While processing using “File Reader” , First row contains “Start of the chat with date,time-user” but text after “Enter” going in to next row. No. of rows increases with no. of “Enter”.
We want all the chat text as a single record in single row instead of in multiple row.
Sample input Text file is as below:
11/30/18, 10:09 AM - xxxxxxxxxxx: Hi all ,
Could anybody please help with engineering management universities
I’m give TOEFL tomorrow
Need to add score recipients
11/30/18, 12:20 PM - xxxxxxxxxxx: Manhattan premium account for sale at a low price. If anyone interested PM.

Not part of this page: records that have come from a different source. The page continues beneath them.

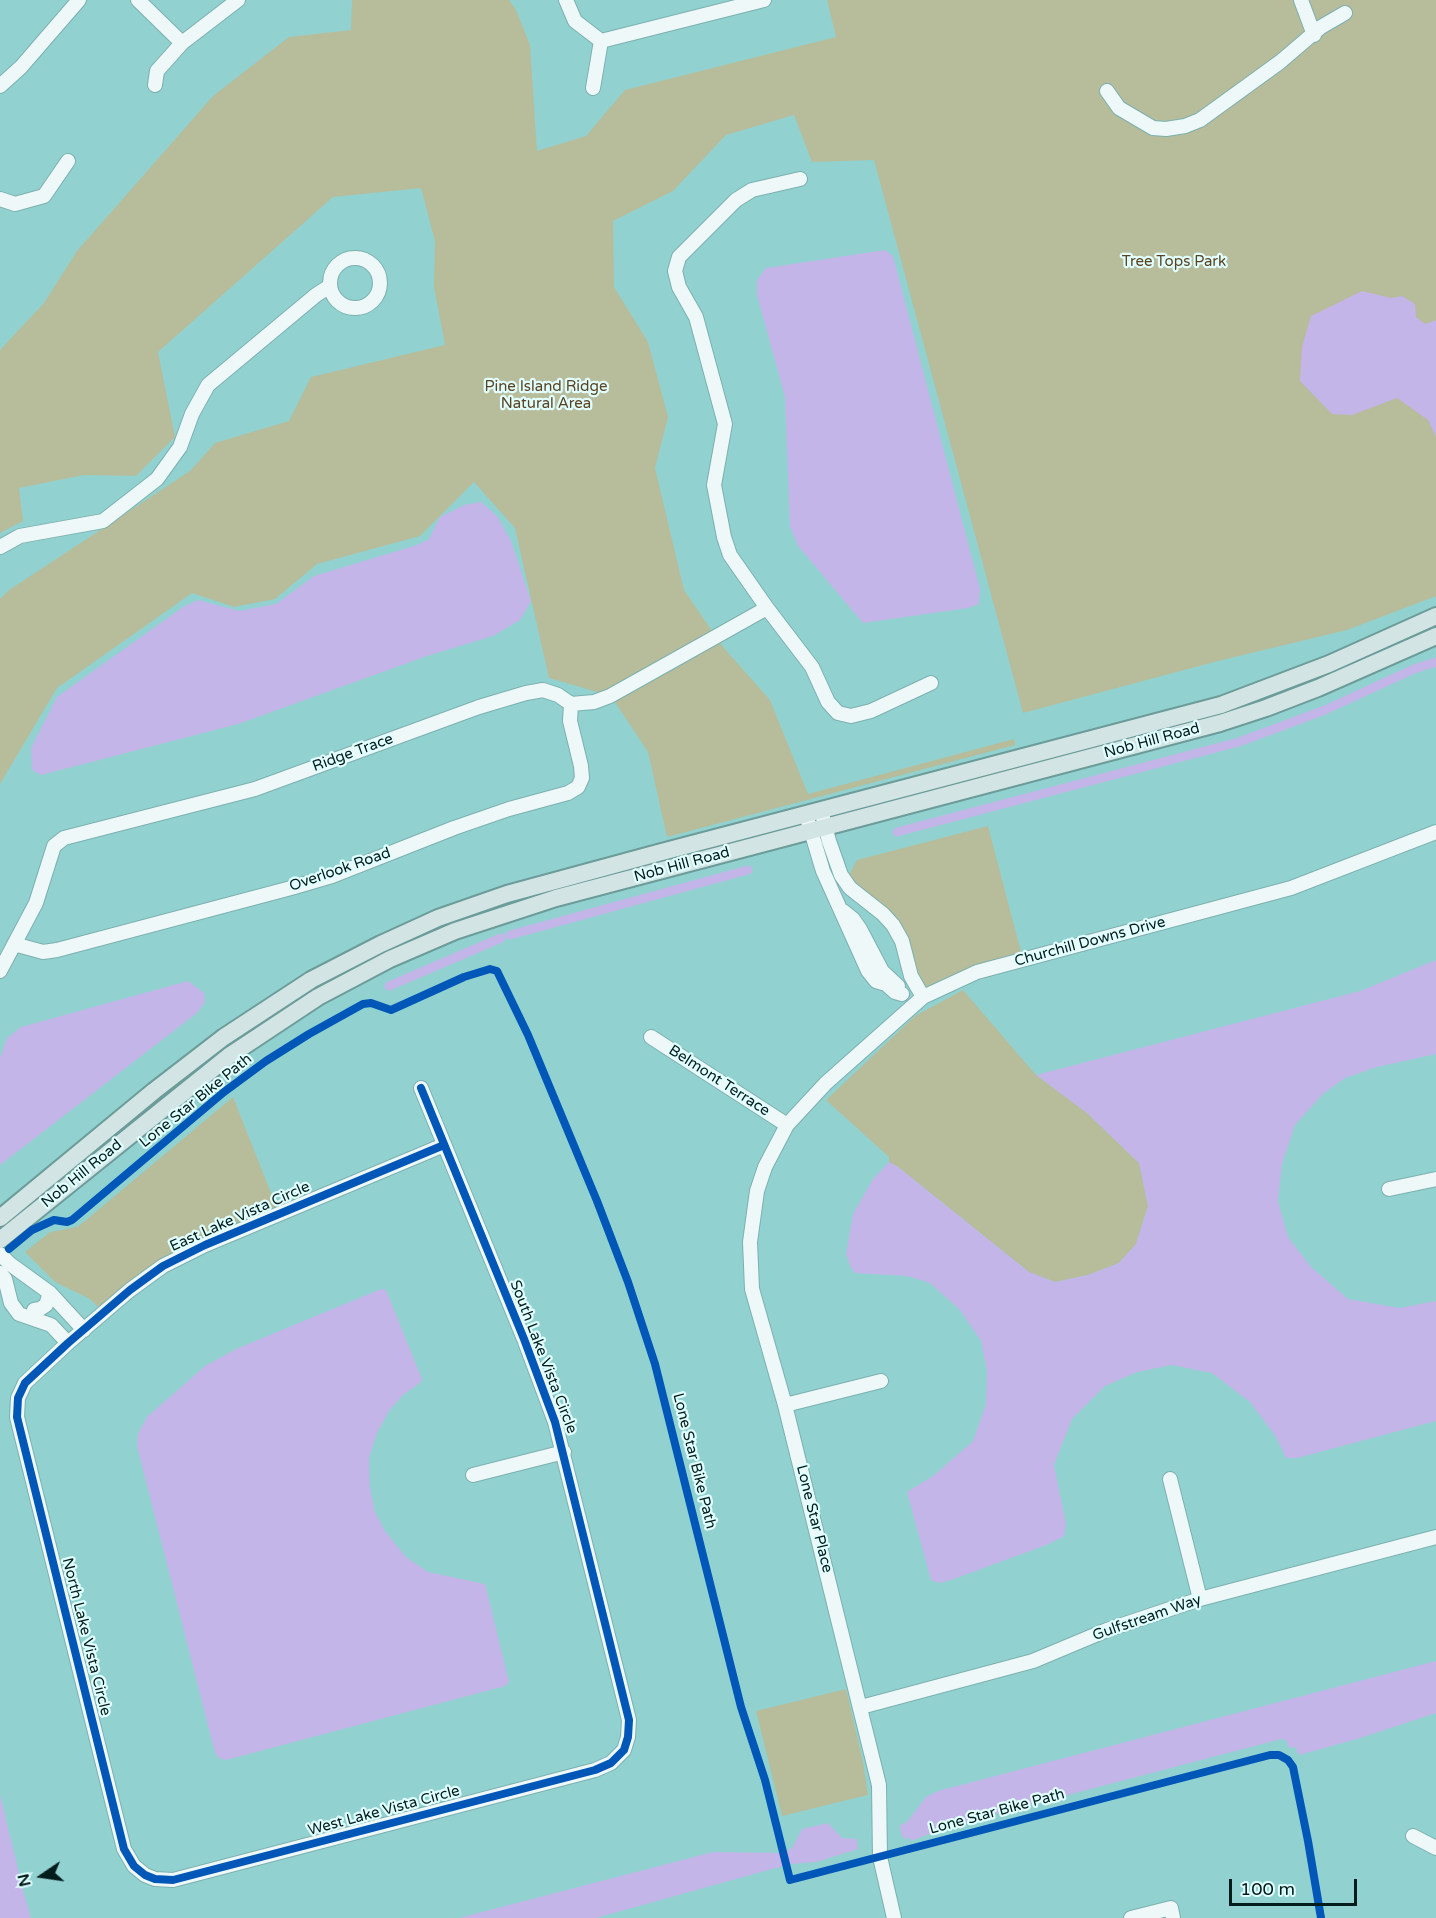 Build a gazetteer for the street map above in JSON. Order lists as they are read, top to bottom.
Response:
{
  "streets": {
    "main road": ["Nob Hill Road"],
    "street": [
      "Ridge Trace",
      "Overlook Road",
      "Churchill Downs Drive",
      "Belmont Terrace",
      "East Lake Vista Circle",
      "South Lake Vista Circle",
      "Lone Star Place",
      "Gulfstream Way",
      "North Lake Vista Circle",
      "West Lake Vista Circle"
    ],
    "cycle path": ["Lone Star Bike Path"]
  },
  "crossings": [
    ["Ridge Trace", "Overlook Road"],
    ["Churchill Downs Drive", "Belmont Terrace"],
    ["Churchill Downs Drive", "Lone Star Place"],
    ["Belmont Terrace", "Lone Star Place"],
    ["East Lake Vista Circle", "South Lake Vista Circle"],
    ["East Lake Vista Circle", "North Lake Vista Circle"],
    ["South Lake Vista Circle", "West Lake Vista Circle"],
    ["Lone Star Place", "Gulfstream Way"],
    ["North Lake Vista Circle", "West Lake Vista Circle"]
  ],
  "parks": ["Tree Tops Park", "Pine Island Ridge Natural Area"],
  "scale_bar": "100 m",
  "north": "left"
}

11/30/18, 12:51 PM - xxxxxxxxxxx: its fine for Germany???
11/30/18, 12:52 PM - xxxxxxxxxxx: Can anybody review my profile for rwth and Mannheim data science
TOEFL - 103
3+ years of experience in data field as a software engineer
BTech - 8.12 CGPA
12th- 74
11/30/18, 12:53 PM - xxxxxxxxxxx: Woaajh
Expected Ourput
11/30/18, 10:09 AM - xxxxxxxxxxx: Hi all ,Could anybody please help with engineering management universities I’m give TOEFL tomorrow Need to add score recipients
11/30/18, 12:20 PM - xxxxxxxxxxx: Manhattan premium account for sale at a low price. If anyone interested PM.
11/30/18, 12:51 PM - xxxxxxxxxxx: its fine for Germany???
11/30/18, 12:52 PM - xxxxxxxxxxx: Can anybody review my profile for rwth and Mannheim data science TOEFL - 103 3+ years of experience in data field as a software engineer BTech - 8.12 CGPA 12th- 74
11/30/18, 12:53 PM - xxxxxxxxxxx: Woaajh
Every row should start with date,time-user: .
whatever the text comes in next row until next chat should come under above row.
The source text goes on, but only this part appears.